## TASK TO COMPLETE
Give the lines below again exactly, starting with the line that holds "Describe the image" and going on through the line that holds "Input: one rendered".

## EXTRACTED ENTRIES
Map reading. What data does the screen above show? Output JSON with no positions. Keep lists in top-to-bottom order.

---

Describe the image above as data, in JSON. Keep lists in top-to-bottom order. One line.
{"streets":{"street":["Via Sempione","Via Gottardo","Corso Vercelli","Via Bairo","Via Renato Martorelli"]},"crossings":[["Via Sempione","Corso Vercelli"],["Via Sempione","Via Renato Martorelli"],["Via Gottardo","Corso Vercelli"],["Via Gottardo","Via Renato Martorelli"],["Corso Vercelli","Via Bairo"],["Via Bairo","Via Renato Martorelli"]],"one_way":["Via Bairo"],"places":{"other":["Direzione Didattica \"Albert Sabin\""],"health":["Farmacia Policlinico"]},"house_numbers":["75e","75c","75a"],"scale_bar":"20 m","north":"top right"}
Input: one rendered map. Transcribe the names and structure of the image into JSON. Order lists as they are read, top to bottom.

==

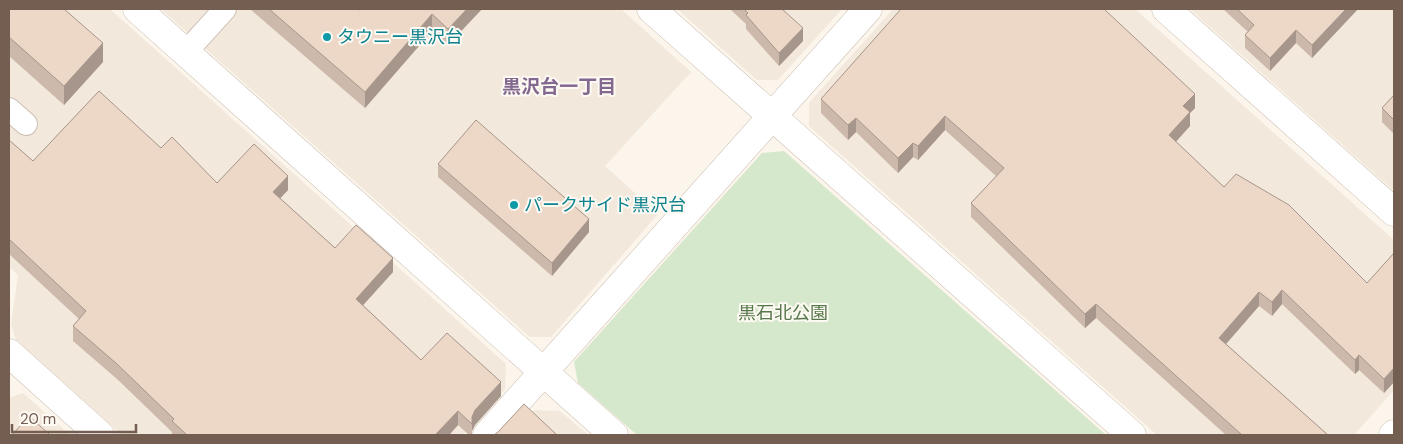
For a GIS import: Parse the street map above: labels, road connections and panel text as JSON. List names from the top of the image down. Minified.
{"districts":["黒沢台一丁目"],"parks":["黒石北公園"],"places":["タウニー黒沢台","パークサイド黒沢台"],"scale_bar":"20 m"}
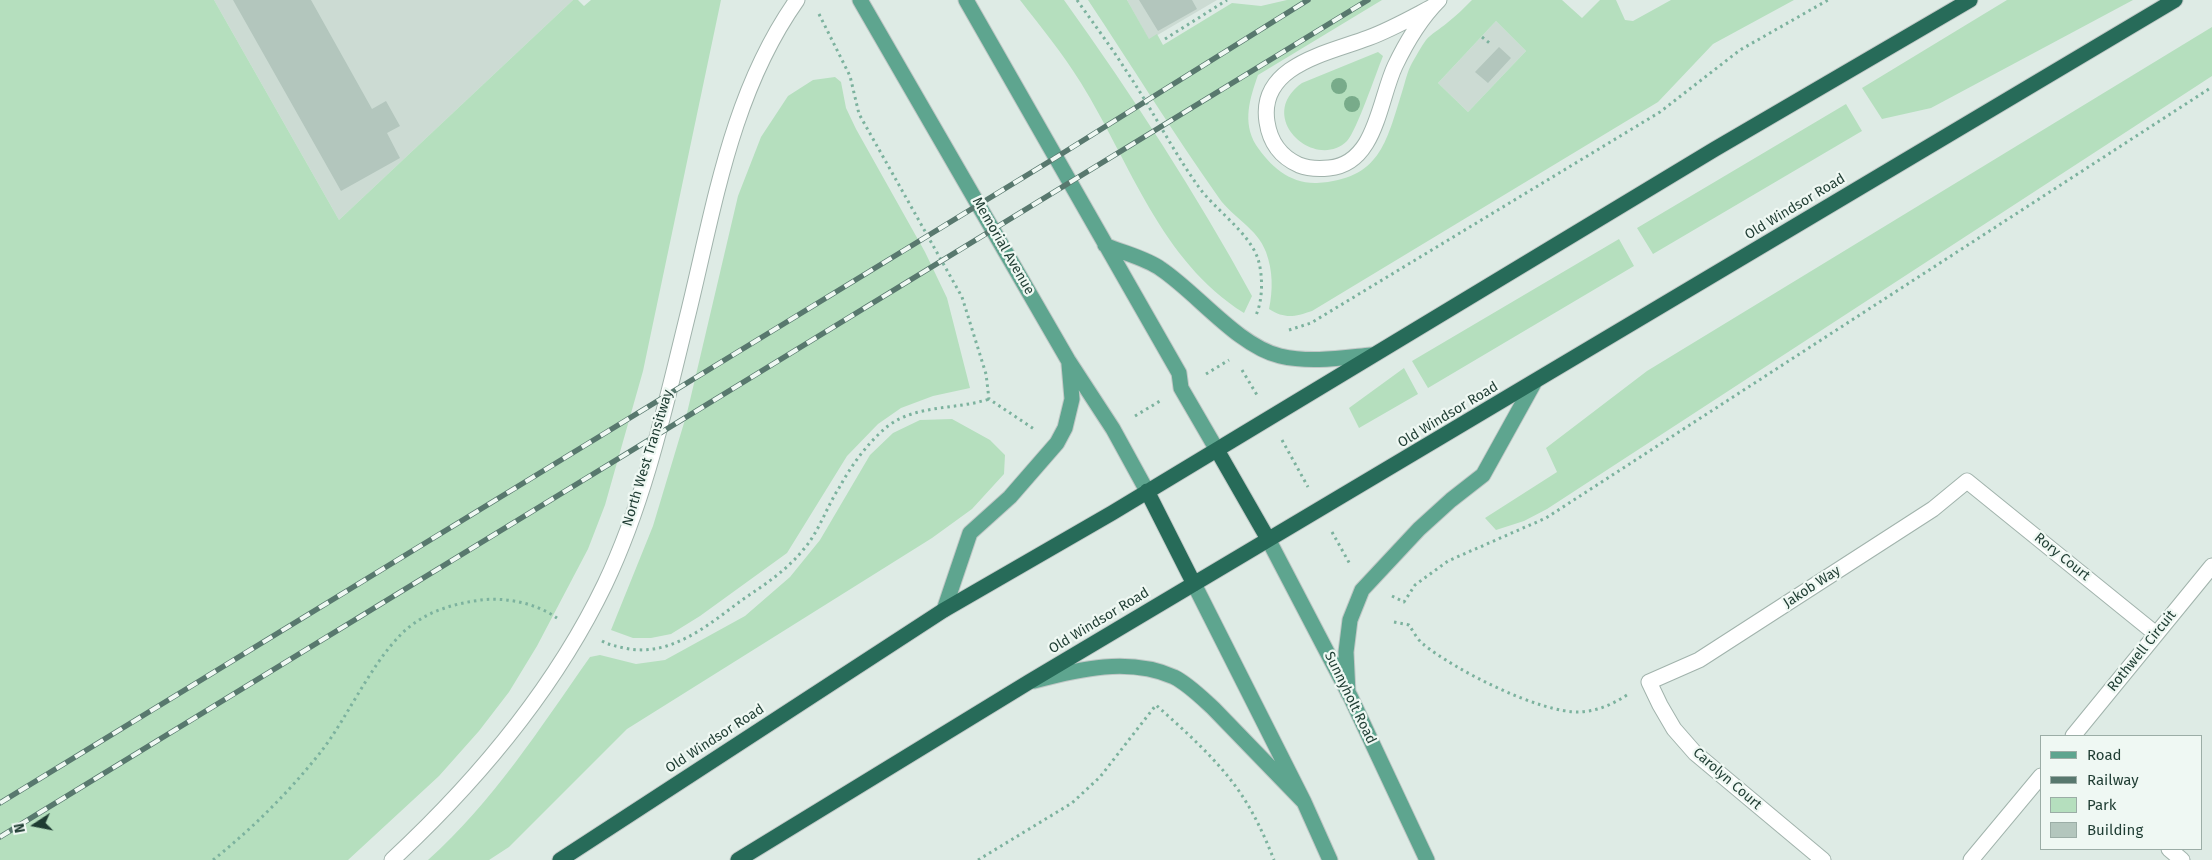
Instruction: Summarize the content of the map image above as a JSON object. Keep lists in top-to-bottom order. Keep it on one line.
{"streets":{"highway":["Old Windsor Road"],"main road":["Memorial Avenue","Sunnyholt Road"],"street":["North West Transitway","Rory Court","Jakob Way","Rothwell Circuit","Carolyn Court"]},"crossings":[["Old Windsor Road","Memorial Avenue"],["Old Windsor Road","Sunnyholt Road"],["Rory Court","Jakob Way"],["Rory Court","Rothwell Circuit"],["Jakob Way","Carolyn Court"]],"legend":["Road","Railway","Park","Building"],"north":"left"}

## TASK ANSWER
Describe the image above as data, in JSON. Keep lists in top-to-bottom order. One line.
{"streets":{"street":["Via Sempione","Via Gottardo","Corso Vercelli","Via Bairo","Via Renato Martorelli"]},"crossings":[["Via Sempione","Corso Vercelli"],["Via Sempione","Via Renato Martorelli"],["Via Gottardo","Corso Vercelli"],["Via Gottardo","Via Renato Martorelli"],["Corso Vercelli","Via Bairo"],["Via Bairo","Via Renato Martorelli"]],"one_way":["Via Bairo"],"places":{"other":["Direzione Didattica \"Albert Sabin\""],"health":["Farmacia Policlinico"]},"house_numbers":["75e","75c","75a"],"scale_bar":"20 m","north":"top right"}
Input: one rendered map. Transcribe the names and structure of the image into JSON. Order lists as they are read, top to bottom.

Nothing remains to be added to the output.